I’m fascinated by tradeoffs, and I often drive myself nuts making them – I go back and forth and back and forth and… And at some point, I’ll identify the qualities that I’m trying to trade off (expressiveness, test speed, number of places I’d have to change if the code or the requirements change) and move on. Until the next time I visit that file. Then I’ll go back and forth and back and forth… I am very good at revisiting decisions, and not so good at sticking with a decision I made in the past – even minutes in the past.

Chris’s suggestion points out that there are two pieces of information we’re trying to encode into the name: The idea that passwords have a minimum and maximum valid length, and the specific minimum and maximum (6 and 16 characters). I went with one of those pieces of information, Chris went with the other.

As Chris points out, each style leaves readers to infer something important. With Chris’s style, readers must infer what’s special about any given length. With my style, readers must infer what specific lengths form the boundaries. Neither style expresses both pieces of information explicitly – e.g. that the maximum legal length is 16 characters. There’s a tradeoff here: Which piece of information to express? And by making that tradeoff differently, each style not only expresses one piece of information, but also emphasizes it. My style emphasizes the idea of minimum and maximum lengths; Chris’s style emphasizes the specific lengths themselves.

Also, Chris points out (and I agree) that my style requires readers to count string lengths, a tedious, error-prone chore.

Given all of that: Which style do you prefer? More importantly: What do you prefer about it?

Sometimes I can easily see how to trade off possibilities. Other times I can’t see a clear winner. For those times, I recommend experimenting. Try each possibility. Then pay attention to what happens.

In this case, there’s another criterion I can apply: With Chris’s tests, the length of each password appears three times: Once implicitly in the password itself, once in the declaration of the variable, and once in the test that references each variable. Expressing that specific datum three times is potentially troublesome: If we increase the maximum length of a password to 20, we’d have to change six places (three places for a max length password, three places for a password that’s too long). With my style, we’d have to change only two places: the passwords themselves. The variable names would remain the same.

Though I’m not entirely sure which style emphasizes the more important bit of information, the criterion of “how many places I’d have to change” leaves me preferring the style I used in the article. Chris might still reasonably prefer his style, if the extra expressiveness he perceives is valuable enough to outweigh the extra cost of change.

So far, I still prefer my original variable names to Chris’s. And yet his suggestion, his thoughtful explanation of why he prefers it, and especially the contrast it provides with my original tests, make me wonder: Now that we know what we’re trading off, can we find a way to eliminate the tradeoff altogether? Is there another style that allows us to express all of the information we want to express, and without increasing the cost of change?
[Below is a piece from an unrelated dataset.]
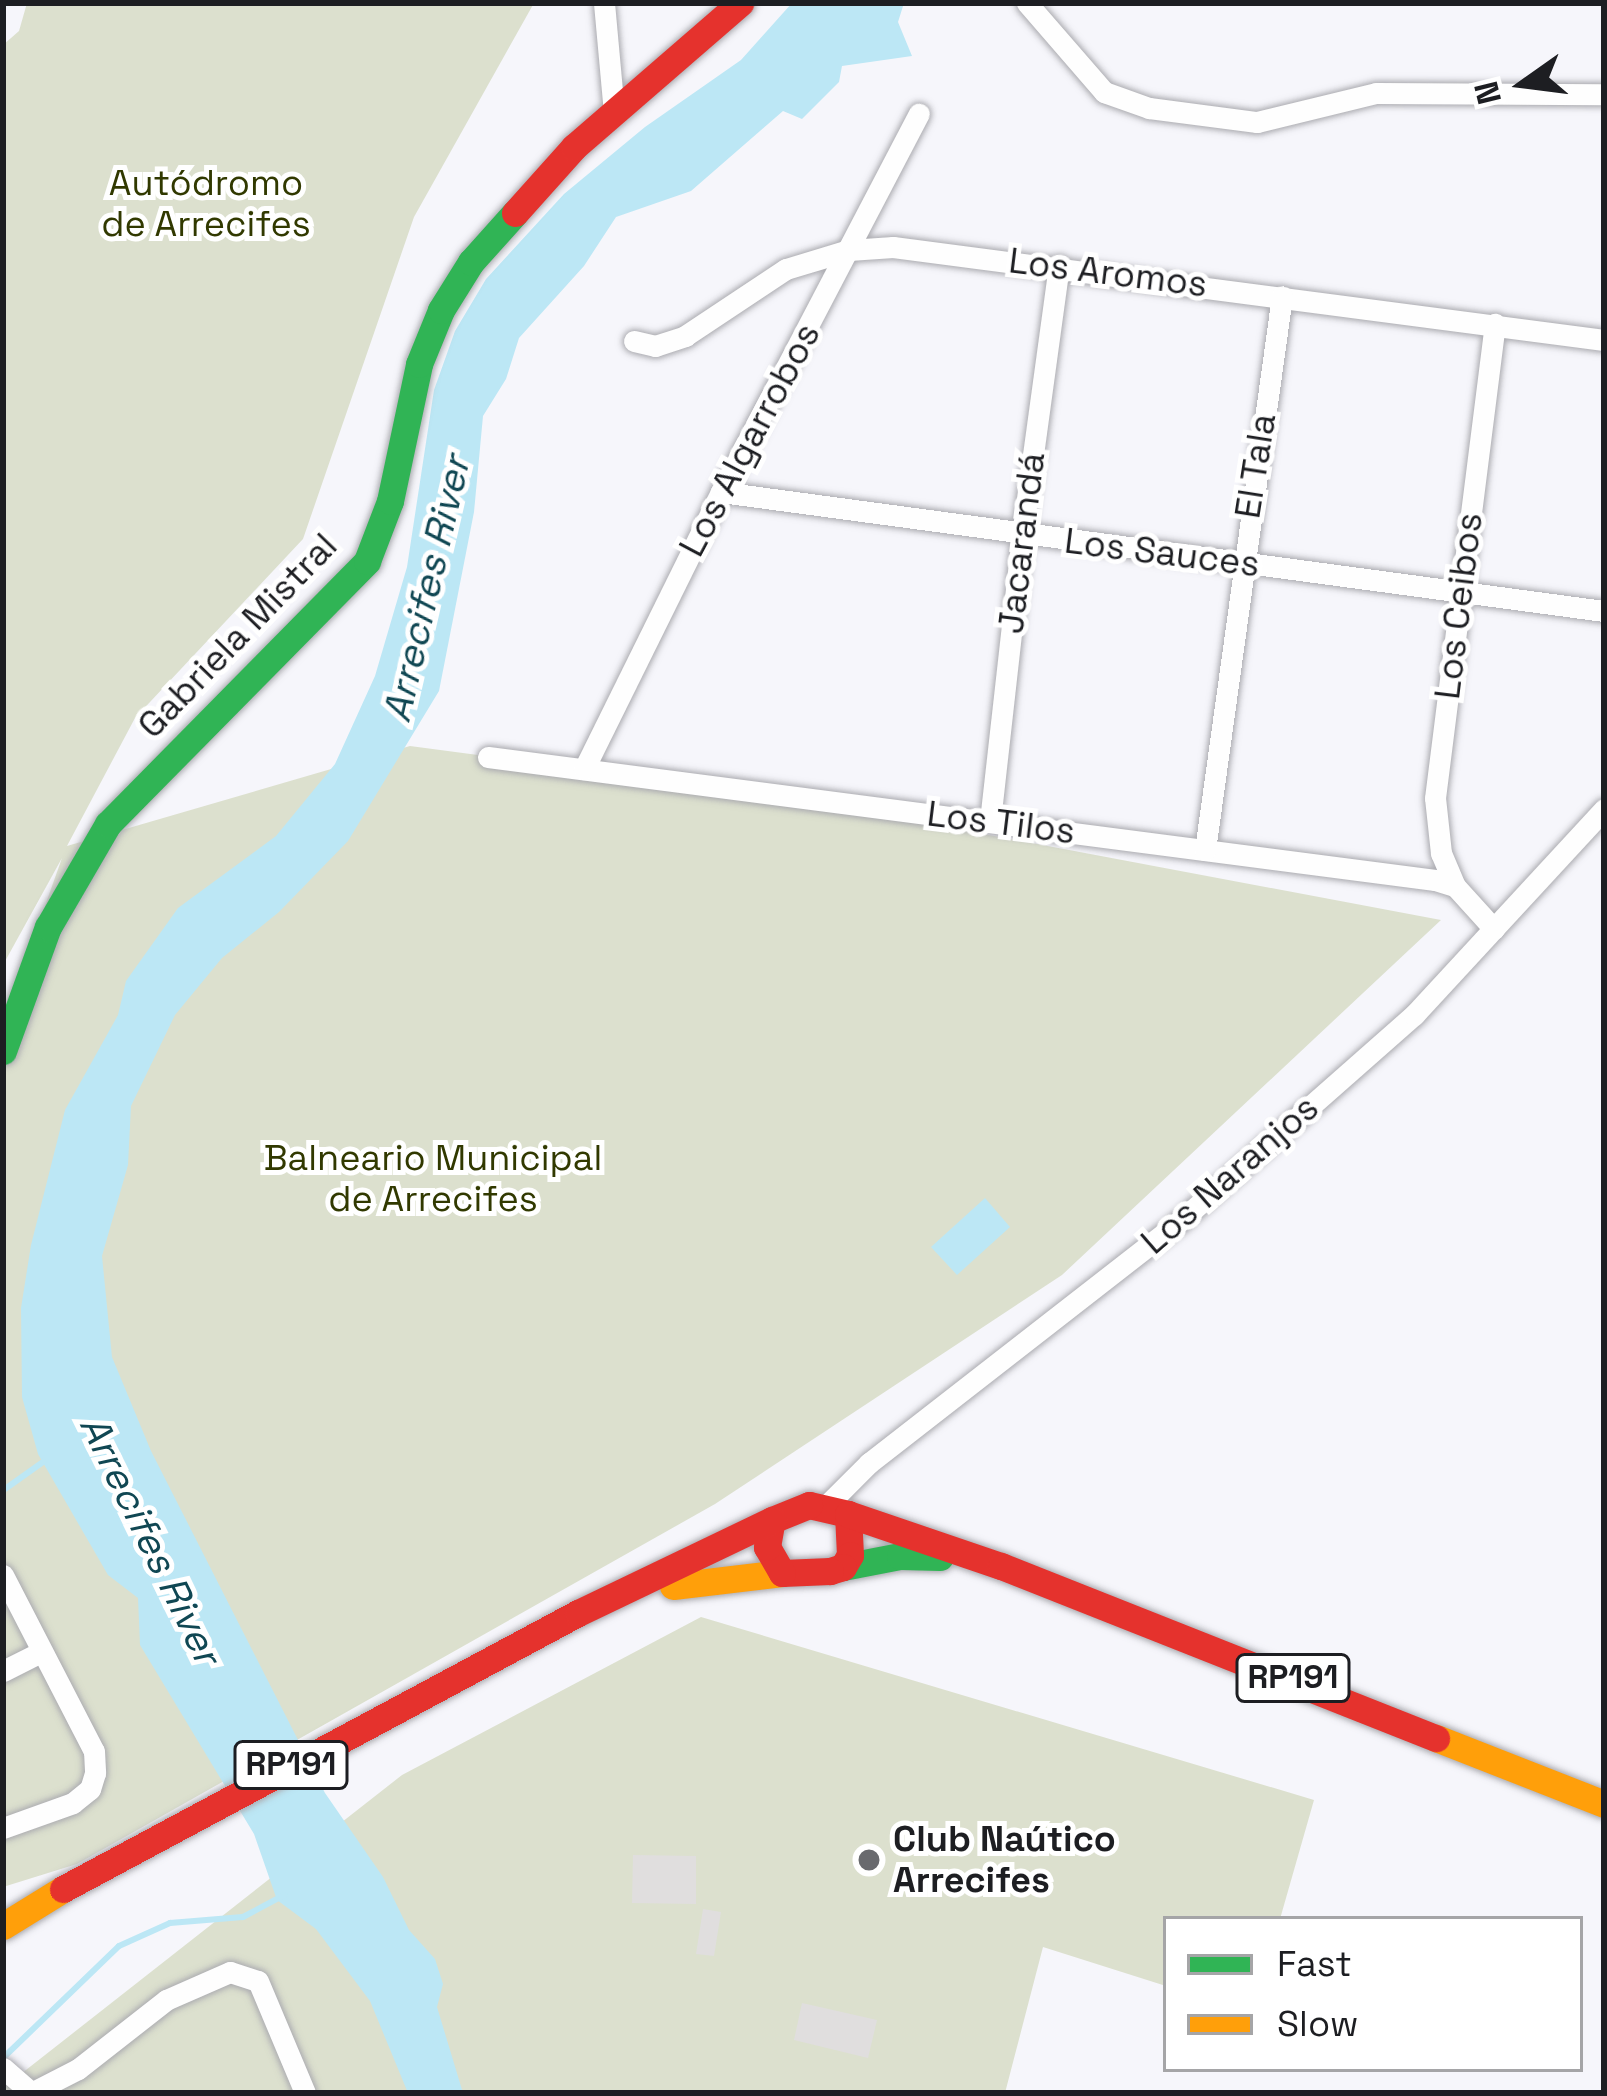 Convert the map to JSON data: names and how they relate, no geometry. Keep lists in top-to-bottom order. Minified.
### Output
{"streets":{"main road":["Gabriela Mistral","RP191"],"street":["Los Aromos","Los Algarrobos","El Tala","Jacarandá","Los Sauces","Los Ceibos","Los Tilos","Los Naranjos"]},"crossings":[["Los Aromos","Los Algarrobos"],["Los Aromos","El Tala"],["Los Aromos","Jacarandá"],["Los Aromos","Los Ceibos"],["Los Algarrobos","Los Sauces"],["Los Algarrobos","Los Tilos"],["El Tala","Los Sauces"],["El Tala","Los Tilos"],["Jacarandá","Los Sauces"],["Jacarandá","Los Tilos"],["Los Sauces","Los Ceibos"],["Los Ceibos","Los Tilos"],["Los Naranjos","RP191"]],"water":["Arrecifes River"],"parks":["Autódromo de Arrecifes","Balneario Municipal de Arrecifes"],"places":["Club Naútico Arrecifes"],"legend":["Fast","Slow"],"north":"left"} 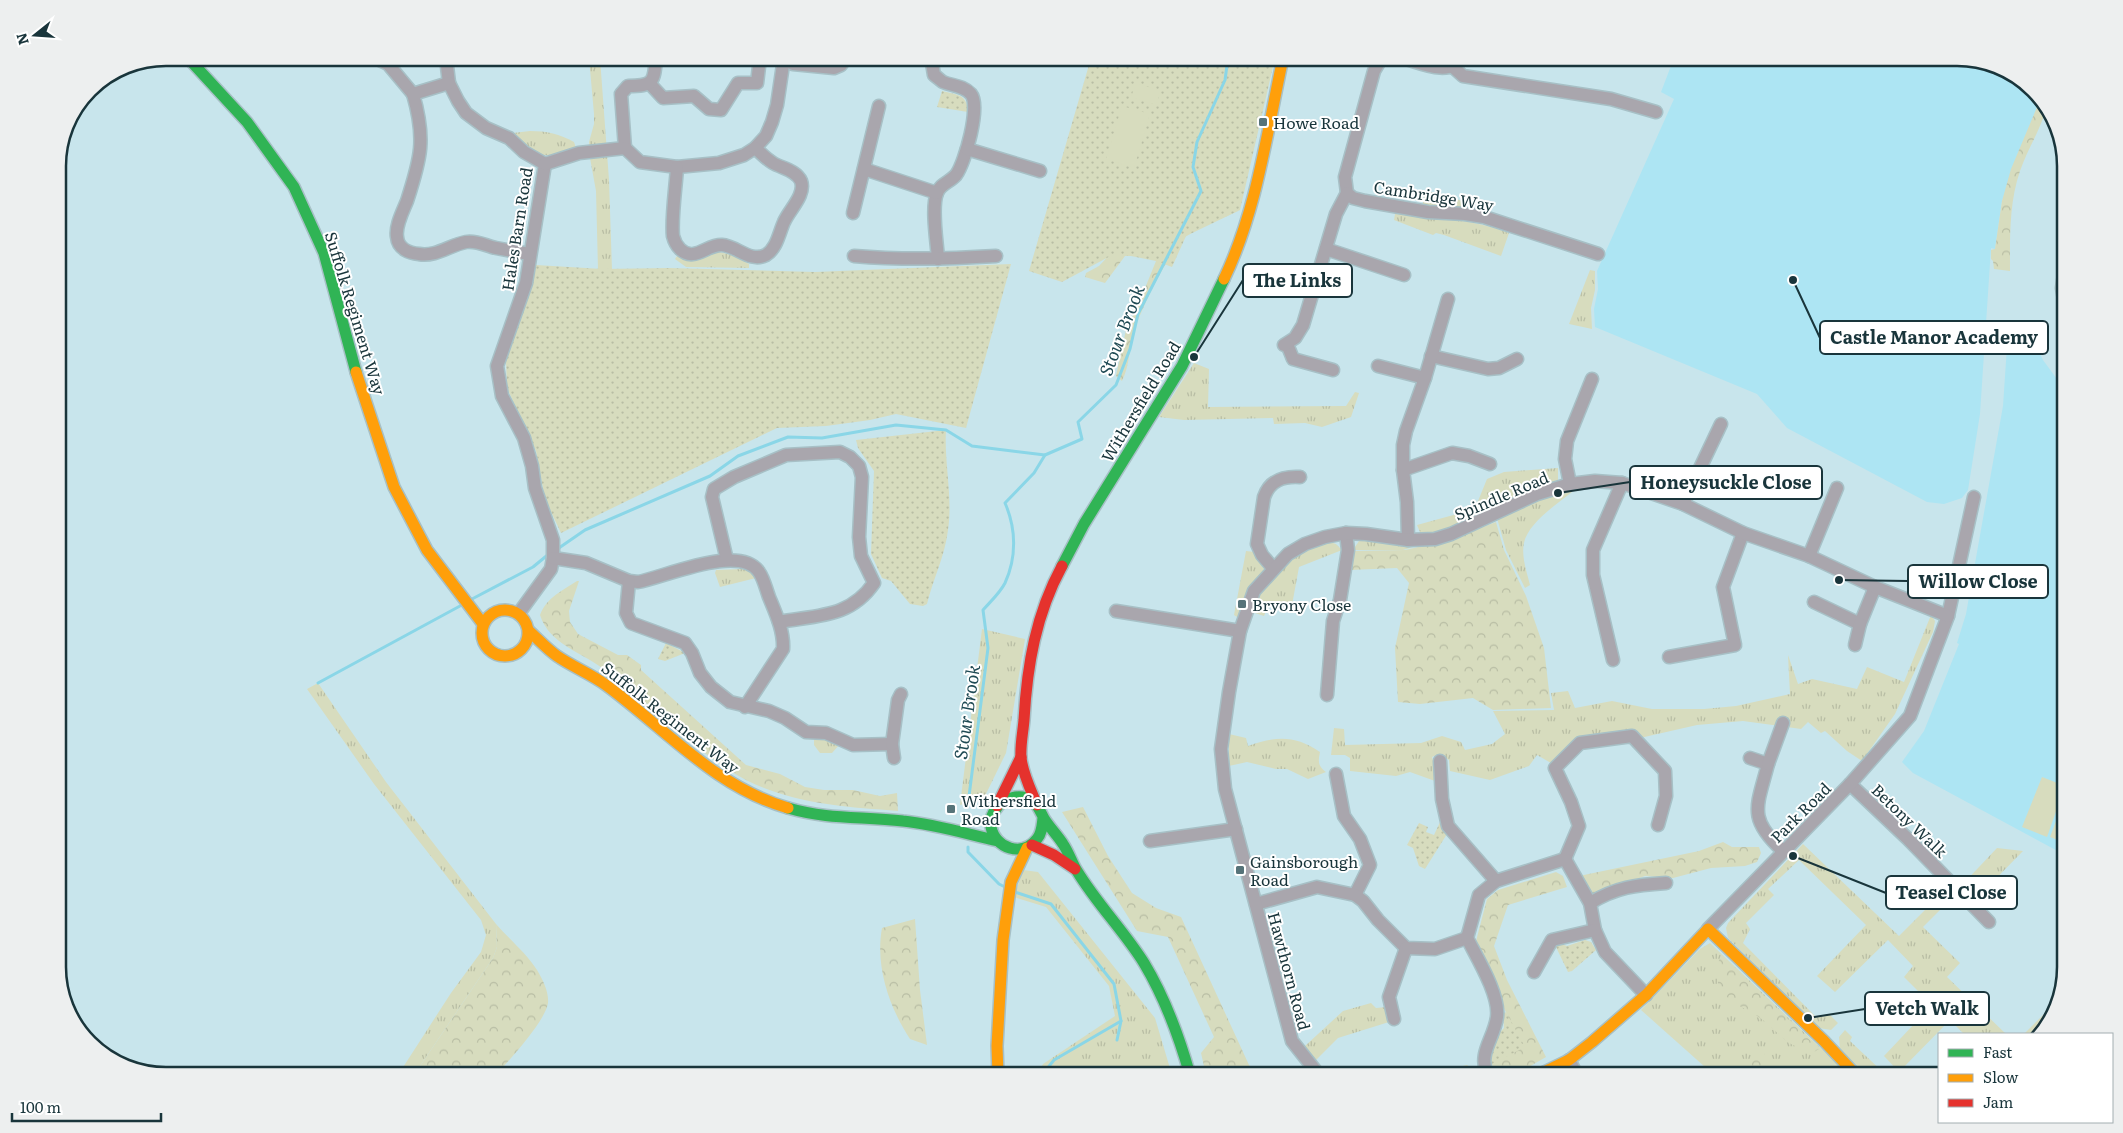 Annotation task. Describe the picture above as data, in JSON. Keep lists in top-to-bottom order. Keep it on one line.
{"streets":{"main road":["Suffolk Regiment Way","Withersfield Road","Park Road"],"street":["Cambridge Way","Hales Barn Road","Spindle Road","Betony Walk","Hawthorn Road"]},"crossings":[["Suffolk Regiment Way","Withersfield Road"],["Spindle Road","Park Road"],["Spindle Road","Hawthorn Road"],["Park Road","Betony Walk"]],"water":["Stour Brook"],"places":{"transit":["Howe Road","Bryony Close","Withersfield Road","Gainsborough Road"],"other":["Castle Manor Academy","The Links","Honeysuckle Close","Willow Close","Teasel Close","Vetch Walk"]},"legend":["Fast","Slow","Jam"],"scale_bar":"100 m","north":"left"} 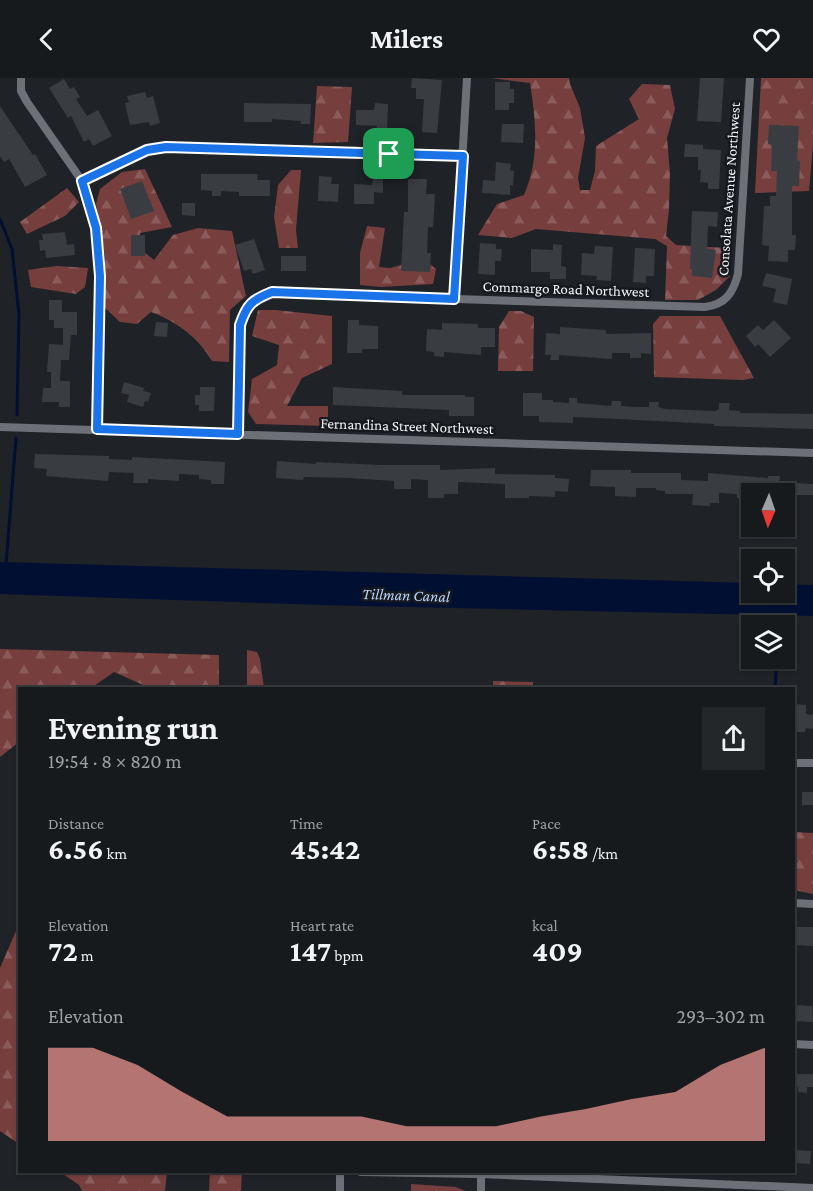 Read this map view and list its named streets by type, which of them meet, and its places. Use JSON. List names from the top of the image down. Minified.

Uncle Bob, in his video, offers a third style: Instead of conveying information through variable names, express it through comments. His comments express something similar to my variable names: maximumness and minimumness. It would be easy enough to add the information that Chris’s variable names express and that mine lack: “16 characters is just short enough” and “6 characters is just long enough”. I’ve unfortunately trained myself to feel queasy whenever I start to type a comment into code. I’m going to have to get over that. Writing a comment is not necessarily evil; it’s just a tradeoff.

Contrasting my tests to Uncle Bob’s, I notice yet another tradeoff: How to organize tests into suites? I organized my tests around specific validity criteria: One set of tests for character content requirements, another for length requirements. Uncle Bob organized the same tests differently: One set of tests for valid passwords, another for invalid passwords. And each way of organizing requires us to name our groupings, which offers an opportunity to subtly highlight one piece of information or the other. My organization emphasizes that are two classes of validity criteria, content and length. Uncle Bob’s emphasizes that passwords may be valid or invalid.

Which emphasis do you prefer? More importantly: What do you prefer about it?

A few final points about tradeoffs. If you want to get better at making tradeoffs such as these, step one is to notice what tradeoffs you’re making. And a great way to do that is to pair with someone. I wrote the tests on my own, and in the article I mentioned the tradeoffs I was aware of making. But I made other tradeoffs implicitly, without noticing I was making them. It was only when Chris and Bob offered alternatives that I noticed I was making those tradeoff at all.

Thanks Chris and Bob for inviting me to explore the tradeoffs I make, and how I make them!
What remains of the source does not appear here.